# [Task statement]
If a line in the entries contains the word "نواب", list it.
=== Section Start ===
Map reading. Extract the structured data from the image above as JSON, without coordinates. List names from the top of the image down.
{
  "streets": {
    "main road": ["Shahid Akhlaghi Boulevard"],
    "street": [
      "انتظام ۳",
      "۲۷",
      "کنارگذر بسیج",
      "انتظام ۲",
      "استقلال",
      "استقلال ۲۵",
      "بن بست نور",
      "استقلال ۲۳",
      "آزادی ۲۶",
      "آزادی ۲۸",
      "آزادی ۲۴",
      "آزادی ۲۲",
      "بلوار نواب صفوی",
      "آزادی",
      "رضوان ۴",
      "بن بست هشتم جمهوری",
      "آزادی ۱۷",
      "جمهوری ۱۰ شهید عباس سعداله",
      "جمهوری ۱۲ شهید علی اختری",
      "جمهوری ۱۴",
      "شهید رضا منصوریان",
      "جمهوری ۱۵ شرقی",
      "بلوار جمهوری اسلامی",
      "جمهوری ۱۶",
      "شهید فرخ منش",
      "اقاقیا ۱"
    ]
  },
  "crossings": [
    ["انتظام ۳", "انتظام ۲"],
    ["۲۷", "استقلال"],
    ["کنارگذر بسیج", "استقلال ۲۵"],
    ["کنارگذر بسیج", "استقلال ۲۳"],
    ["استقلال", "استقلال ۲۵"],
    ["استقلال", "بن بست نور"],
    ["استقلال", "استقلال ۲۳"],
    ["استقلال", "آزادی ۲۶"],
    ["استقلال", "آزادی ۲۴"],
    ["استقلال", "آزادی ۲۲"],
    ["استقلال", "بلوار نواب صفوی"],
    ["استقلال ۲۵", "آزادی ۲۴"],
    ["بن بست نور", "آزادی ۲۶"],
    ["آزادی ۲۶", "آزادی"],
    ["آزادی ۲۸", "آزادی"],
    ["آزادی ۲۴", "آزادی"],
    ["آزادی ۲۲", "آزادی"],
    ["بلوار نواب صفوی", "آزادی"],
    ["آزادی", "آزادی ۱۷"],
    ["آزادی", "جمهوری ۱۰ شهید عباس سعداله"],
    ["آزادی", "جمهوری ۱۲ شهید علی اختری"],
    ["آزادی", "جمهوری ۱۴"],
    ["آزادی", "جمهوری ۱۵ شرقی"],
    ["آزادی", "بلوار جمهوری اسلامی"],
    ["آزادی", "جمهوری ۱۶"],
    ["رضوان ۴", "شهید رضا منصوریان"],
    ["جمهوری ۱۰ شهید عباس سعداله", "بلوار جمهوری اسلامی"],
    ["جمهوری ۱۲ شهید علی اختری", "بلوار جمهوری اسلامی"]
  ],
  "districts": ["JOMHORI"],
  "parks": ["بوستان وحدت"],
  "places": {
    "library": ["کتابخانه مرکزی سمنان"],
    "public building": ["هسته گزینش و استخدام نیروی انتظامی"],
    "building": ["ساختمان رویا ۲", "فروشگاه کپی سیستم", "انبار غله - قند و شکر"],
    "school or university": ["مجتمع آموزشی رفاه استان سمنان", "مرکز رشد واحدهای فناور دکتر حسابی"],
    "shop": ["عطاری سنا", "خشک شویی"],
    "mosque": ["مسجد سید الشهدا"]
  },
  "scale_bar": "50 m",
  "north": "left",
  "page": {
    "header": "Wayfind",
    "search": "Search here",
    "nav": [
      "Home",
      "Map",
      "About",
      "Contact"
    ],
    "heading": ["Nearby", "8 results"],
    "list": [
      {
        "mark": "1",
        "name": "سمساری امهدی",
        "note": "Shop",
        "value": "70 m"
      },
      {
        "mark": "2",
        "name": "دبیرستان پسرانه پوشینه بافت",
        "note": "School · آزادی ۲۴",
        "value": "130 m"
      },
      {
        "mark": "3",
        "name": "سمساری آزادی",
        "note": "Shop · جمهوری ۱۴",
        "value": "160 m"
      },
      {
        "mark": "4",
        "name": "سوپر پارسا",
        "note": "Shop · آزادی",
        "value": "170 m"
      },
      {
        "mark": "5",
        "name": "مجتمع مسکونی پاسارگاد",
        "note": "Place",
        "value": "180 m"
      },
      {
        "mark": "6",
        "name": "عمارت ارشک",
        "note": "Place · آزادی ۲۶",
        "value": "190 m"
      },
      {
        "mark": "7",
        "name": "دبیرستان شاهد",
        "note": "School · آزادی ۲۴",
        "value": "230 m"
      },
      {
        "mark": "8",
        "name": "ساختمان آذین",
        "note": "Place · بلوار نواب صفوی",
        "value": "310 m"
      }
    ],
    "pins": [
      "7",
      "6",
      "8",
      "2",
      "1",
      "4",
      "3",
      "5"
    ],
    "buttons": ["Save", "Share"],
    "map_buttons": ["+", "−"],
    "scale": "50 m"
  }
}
=== Section End ===
# [Solved problem]
      "بلوار نواب صفوی",
    ["استقلال", "بلوار نواب صفوی"],
    ["بلوار نواب صفوی", "آزادی"],
        "note": "Place · بلوار نواب صفوی",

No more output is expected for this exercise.